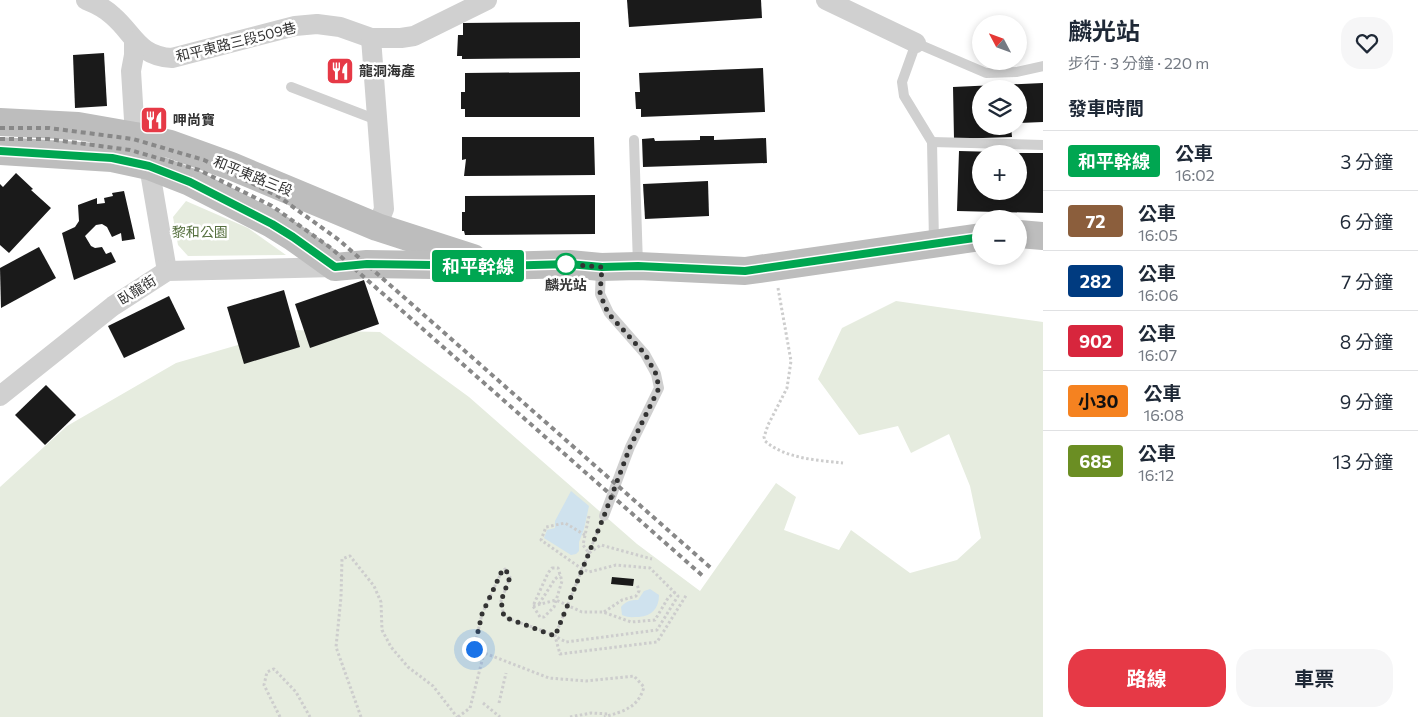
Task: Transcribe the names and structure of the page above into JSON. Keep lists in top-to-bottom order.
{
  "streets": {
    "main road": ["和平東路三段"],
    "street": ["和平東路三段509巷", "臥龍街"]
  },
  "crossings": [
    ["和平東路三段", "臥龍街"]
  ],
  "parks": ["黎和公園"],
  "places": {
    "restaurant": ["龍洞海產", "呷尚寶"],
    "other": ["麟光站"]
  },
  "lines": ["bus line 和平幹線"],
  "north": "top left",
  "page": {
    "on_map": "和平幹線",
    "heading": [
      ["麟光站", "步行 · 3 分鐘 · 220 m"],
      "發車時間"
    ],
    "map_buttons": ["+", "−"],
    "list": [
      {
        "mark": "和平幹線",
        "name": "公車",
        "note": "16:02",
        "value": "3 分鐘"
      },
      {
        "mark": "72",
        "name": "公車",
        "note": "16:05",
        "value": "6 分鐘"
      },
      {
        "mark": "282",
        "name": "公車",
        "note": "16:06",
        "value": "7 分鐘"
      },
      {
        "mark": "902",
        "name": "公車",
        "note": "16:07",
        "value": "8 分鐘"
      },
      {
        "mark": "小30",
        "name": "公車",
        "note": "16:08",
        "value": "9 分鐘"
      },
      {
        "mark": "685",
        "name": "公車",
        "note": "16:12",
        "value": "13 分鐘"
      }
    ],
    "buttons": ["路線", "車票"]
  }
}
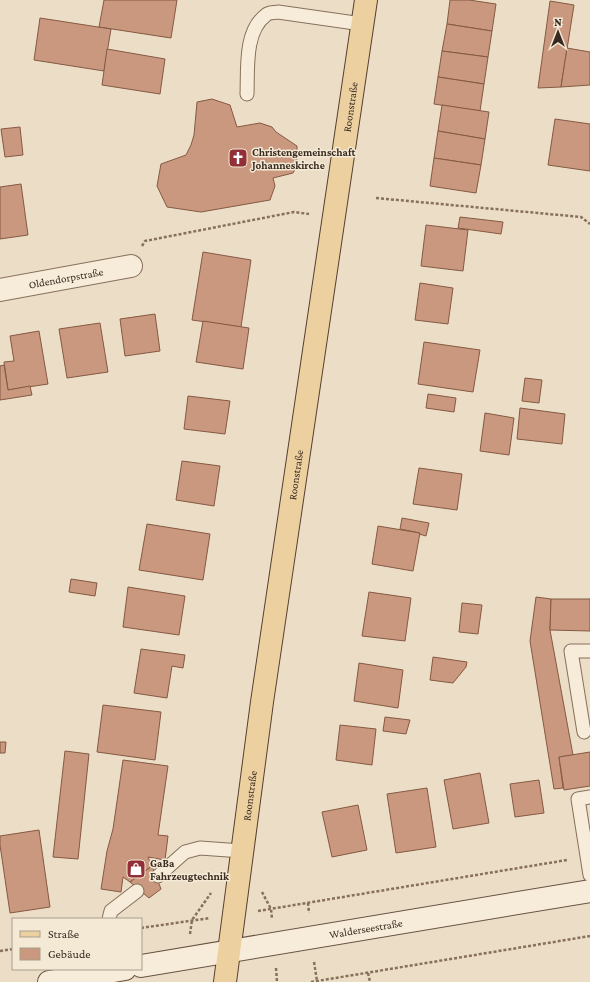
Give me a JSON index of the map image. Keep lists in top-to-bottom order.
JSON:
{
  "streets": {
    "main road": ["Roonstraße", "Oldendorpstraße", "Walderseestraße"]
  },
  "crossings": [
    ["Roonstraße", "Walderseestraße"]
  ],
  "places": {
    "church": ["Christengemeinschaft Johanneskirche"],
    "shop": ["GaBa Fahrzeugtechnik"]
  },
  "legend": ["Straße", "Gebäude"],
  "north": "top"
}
● ● ● ● ●
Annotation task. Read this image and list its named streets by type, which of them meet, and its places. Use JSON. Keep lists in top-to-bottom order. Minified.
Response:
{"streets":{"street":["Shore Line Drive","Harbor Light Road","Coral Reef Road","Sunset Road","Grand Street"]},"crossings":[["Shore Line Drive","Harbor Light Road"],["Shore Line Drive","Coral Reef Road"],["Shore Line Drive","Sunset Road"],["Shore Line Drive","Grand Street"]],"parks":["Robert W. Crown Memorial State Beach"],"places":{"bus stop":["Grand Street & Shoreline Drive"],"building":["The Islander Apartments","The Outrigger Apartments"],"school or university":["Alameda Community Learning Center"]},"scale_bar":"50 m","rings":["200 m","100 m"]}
● ● ● ● ●
Exercise: Copy out every line of the material above that mentions the word "image".

Finished task:
Give me a JSON index of the map image. Keep lists in top-to-bottom order.
Annotation task. Read this image and list its named streets by type, which of them meet, and its places. Use JSON. Keep lists in top-to-bottom order. Minified.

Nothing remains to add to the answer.